I also want to make note that I too think the downtown area needs to be the focus, however Jax is too damn big and the unfornate truth is that Southside has a large, if not larger, center of professional business than downtown and it's not new. Businesses continue to build here because of the sucess of the pre-existing businesses and the proximity to their clients/vendors and their employees. Because of the sprawl, Southside is right in the middle of most of the major residential communities making the commute for employees relatively the same regardless of what part of town they are coming from. You can't say that about downtown.
CZ mentioned seeing successful build-outs in Charlotte. Just having come back from the Dallas-Fort Worth area, I have seen this phenomenon as well...mostly in the Fort Worth area btw, Dallas is still behind.
Communities like Flower Mound, Bedford, Colleyville, Hurst, North Richland Hills, and the like...even downtown Fort Worth, have built actual towncenters going so far as to move their seat of town government there (3 of the towns I saw had the Courthouse and/or City Hall moved directly into the new town center). They built the centers around thriving businesses and considered traffic patterns, existing housing and general livibility. I could go on and on about the great things I saw, or didn't see in the case of homeless people, in Fort Worth, but I'll leave it alone for now.
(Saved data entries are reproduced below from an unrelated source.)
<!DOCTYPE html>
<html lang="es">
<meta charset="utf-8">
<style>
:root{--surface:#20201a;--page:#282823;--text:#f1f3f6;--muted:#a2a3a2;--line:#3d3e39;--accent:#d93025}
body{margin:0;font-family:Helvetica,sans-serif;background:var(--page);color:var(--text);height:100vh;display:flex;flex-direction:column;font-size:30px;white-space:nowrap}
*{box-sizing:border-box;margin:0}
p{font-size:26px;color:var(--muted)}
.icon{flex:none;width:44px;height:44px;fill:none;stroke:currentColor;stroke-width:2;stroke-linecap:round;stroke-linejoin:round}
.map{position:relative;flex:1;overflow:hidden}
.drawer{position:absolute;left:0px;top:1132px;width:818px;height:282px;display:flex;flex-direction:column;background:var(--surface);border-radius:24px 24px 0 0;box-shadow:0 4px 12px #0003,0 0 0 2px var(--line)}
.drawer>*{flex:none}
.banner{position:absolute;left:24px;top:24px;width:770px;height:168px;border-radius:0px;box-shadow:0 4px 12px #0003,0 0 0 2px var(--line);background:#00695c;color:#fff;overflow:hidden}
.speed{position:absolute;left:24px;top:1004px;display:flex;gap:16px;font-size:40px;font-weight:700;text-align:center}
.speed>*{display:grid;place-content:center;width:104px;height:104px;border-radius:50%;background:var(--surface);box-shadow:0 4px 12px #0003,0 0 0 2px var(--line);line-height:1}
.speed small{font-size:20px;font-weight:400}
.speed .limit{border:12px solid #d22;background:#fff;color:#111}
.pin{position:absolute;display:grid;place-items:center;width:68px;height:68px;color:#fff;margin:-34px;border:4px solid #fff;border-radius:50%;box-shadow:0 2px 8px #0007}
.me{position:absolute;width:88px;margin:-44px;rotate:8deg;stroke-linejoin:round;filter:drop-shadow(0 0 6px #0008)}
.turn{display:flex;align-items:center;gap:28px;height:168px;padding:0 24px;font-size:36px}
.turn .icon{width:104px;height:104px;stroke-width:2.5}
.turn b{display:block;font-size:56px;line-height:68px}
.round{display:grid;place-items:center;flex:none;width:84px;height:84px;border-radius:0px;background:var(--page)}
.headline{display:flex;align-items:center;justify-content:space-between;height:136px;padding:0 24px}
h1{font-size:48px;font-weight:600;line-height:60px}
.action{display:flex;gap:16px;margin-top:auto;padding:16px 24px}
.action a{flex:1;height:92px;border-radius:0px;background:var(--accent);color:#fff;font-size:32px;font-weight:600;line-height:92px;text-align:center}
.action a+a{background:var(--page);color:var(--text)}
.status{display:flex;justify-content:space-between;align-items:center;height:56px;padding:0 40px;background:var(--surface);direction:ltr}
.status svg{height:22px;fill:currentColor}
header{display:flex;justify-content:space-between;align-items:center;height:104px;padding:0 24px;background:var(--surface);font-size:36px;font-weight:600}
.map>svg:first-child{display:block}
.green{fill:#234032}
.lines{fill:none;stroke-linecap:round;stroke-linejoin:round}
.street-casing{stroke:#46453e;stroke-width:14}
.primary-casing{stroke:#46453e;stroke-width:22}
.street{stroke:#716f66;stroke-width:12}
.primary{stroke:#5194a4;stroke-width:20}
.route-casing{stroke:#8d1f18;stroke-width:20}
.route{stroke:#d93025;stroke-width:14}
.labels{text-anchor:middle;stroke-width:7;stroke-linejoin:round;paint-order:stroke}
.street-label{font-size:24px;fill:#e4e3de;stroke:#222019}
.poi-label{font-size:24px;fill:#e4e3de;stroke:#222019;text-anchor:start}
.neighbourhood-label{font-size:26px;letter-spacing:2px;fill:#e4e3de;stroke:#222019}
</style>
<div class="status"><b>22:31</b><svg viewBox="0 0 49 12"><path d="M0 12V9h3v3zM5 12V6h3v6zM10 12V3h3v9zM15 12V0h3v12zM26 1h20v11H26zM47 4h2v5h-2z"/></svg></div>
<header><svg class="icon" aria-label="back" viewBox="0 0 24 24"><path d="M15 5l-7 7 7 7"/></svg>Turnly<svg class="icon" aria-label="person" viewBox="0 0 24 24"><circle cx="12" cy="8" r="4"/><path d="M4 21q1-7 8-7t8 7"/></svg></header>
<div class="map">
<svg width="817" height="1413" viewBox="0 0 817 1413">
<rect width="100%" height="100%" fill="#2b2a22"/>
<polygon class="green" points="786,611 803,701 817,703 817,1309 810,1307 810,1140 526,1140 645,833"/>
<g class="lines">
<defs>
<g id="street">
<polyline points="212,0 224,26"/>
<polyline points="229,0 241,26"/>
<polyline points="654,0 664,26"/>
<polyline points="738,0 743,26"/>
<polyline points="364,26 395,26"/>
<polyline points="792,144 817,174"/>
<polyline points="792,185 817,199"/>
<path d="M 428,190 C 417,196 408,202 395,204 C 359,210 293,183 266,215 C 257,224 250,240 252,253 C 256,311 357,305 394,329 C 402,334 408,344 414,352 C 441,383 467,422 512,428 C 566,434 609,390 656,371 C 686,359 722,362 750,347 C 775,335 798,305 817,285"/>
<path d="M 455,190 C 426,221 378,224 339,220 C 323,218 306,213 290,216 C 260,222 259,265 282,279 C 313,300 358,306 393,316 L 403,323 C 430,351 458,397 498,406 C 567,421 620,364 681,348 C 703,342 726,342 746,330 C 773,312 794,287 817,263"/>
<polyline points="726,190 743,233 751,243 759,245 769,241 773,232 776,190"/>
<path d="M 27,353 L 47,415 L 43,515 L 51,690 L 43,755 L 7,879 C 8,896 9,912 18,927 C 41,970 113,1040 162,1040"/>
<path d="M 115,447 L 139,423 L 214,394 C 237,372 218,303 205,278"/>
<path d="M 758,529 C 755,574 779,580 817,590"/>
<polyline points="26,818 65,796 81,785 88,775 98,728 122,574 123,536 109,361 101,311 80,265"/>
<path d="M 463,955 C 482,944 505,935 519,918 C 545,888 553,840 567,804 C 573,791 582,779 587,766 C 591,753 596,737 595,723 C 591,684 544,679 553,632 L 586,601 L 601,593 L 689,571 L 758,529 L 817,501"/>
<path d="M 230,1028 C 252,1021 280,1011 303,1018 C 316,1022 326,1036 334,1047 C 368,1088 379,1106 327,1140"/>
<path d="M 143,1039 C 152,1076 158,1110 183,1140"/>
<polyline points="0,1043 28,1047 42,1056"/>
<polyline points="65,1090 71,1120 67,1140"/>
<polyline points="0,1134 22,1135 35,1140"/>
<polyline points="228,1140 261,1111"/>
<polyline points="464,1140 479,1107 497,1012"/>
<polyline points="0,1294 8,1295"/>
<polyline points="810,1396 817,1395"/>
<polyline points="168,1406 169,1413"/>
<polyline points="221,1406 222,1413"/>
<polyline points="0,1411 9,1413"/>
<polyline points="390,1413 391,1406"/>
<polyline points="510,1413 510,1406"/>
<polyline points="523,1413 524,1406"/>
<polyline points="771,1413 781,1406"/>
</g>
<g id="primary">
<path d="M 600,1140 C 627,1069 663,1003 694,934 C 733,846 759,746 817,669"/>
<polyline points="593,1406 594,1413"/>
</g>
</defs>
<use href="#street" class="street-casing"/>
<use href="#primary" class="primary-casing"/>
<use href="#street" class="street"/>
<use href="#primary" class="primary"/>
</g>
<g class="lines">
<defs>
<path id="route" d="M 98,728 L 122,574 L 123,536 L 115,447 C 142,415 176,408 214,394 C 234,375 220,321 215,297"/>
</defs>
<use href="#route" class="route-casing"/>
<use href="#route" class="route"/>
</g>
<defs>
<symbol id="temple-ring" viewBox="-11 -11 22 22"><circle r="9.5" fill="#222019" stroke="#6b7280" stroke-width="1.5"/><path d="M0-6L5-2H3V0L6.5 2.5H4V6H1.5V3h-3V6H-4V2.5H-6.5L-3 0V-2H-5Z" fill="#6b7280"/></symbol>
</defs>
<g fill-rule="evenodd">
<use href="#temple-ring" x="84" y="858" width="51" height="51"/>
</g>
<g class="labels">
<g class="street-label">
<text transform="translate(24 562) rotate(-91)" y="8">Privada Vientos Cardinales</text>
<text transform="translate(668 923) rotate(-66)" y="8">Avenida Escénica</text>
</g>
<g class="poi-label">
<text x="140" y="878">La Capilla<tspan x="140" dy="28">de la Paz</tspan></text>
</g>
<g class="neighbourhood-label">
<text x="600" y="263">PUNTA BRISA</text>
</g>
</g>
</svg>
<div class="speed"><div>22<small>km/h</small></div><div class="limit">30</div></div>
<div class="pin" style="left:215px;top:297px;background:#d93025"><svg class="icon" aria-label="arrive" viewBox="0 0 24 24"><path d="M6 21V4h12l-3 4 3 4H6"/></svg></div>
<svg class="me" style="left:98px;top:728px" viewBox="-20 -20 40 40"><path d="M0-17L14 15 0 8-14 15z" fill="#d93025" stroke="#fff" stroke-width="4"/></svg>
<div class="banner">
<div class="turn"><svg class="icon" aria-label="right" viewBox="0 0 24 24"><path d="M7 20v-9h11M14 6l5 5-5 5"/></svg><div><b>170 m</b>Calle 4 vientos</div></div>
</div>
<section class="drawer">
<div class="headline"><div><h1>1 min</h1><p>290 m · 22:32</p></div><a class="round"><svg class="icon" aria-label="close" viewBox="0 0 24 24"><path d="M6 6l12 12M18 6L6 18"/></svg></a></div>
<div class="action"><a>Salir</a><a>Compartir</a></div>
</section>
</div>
The point I'm trying to make is that all of the communities I mentioned above, including the city of Fort Worth, don't add up to the areas that make Jacksonville. It works there because everything is split into it's own entity. We see development on the Southside here and scream about Jax having it's priorities wrong, but would you more than likely wouldn't feel that way if it was the Township of Southside, and downtown probably wouldn't be in the state it's in now if that area was known simply as Jacksonville. In fact, it might generate some jealousy and competition, but what do I know.